I found the rolling office chairs about 6 miles from the entrance. There were hundreds, if not thousands of them. On each chair was a small packet of little slips of paper embedded with NSA spy microchips and a barcode. These slips of paper all said this: TAKE THIS TO THE CASHIER. I sat in some chairs. I rolled. I chose one, the simplest, blackest one. The 29$ one. I breathed a sigh of relief and took my little slip of paper, checked the safety on my weapon, and started back on the 6 mile hike to the front of the store.

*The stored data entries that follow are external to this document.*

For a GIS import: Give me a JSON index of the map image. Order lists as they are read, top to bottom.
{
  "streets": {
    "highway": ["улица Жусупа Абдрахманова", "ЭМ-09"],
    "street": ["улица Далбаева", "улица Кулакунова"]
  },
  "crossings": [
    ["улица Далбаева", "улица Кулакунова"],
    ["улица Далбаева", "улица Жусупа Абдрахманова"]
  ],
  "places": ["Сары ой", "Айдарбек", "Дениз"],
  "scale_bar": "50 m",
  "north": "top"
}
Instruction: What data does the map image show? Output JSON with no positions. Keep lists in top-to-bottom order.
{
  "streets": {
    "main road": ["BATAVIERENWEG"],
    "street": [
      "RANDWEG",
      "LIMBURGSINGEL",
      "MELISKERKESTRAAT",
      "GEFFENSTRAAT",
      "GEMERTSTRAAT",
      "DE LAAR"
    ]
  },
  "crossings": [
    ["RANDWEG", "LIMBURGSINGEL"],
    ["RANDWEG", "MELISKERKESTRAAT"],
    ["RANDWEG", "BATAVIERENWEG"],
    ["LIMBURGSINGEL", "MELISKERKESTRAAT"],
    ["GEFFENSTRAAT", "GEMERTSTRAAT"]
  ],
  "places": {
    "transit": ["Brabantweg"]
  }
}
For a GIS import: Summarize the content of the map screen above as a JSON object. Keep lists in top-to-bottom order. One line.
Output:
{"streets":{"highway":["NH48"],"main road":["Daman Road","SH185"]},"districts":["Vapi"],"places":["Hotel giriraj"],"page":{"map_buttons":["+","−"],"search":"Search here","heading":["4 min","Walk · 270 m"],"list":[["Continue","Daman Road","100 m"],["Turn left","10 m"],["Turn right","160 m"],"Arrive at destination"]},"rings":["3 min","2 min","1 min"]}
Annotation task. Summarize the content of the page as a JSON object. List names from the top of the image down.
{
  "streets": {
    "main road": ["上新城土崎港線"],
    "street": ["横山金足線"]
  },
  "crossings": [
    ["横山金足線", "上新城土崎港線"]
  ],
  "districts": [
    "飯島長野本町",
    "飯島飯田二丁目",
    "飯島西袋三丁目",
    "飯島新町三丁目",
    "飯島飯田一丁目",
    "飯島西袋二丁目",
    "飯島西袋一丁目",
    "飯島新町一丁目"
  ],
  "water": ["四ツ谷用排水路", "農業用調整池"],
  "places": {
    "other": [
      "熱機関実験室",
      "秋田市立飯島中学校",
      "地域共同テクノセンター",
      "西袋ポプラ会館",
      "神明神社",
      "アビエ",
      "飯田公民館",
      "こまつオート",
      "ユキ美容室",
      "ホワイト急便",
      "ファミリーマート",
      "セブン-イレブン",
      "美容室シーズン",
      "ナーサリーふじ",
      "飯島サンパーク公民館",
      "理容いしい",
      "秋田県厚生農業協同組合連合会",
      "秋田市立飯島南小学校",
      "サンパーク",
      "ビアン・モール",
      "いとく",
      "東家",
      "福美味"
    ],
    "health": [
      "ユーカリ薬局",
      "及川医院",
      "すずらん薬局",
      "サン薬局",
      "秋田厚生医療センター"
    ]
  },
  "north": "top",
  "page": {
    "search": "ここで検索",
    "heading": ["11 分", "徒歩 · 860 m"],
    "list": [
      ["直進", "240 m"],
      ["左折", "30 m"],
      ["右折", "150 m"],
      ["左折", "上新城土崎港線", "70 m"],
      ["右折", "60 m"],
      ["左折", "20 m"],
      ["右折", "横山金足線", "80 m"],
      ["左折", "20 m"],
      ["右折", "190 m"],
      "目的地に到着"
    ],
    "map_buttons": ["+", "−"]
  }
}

It took some serious tracking skills, but I was able to locate a cashier who was actually working. She was helping someone else when I arrived, tired and thirsty, from my long trek from the chair section. This person who was being helped was apparently on her once-annual office supply safari, and was being rung up for some 400.00 in paperclips and file folders. I stood quietly for about an hour. When at last it was my turn, I eagerly handed my slip of paper to the 12 year old cashier. Our eyes met. She gave no indication that she knew what to do with the slip of paper I had given her. "I--I wish to purchase this chair! " I blurted, feeling a little sweaty. She picked up the phone and said something like "Davetotheinkstattion!" We stood there in silence while I recited the entire Ferris Bueller's Day Off screenplay in my head.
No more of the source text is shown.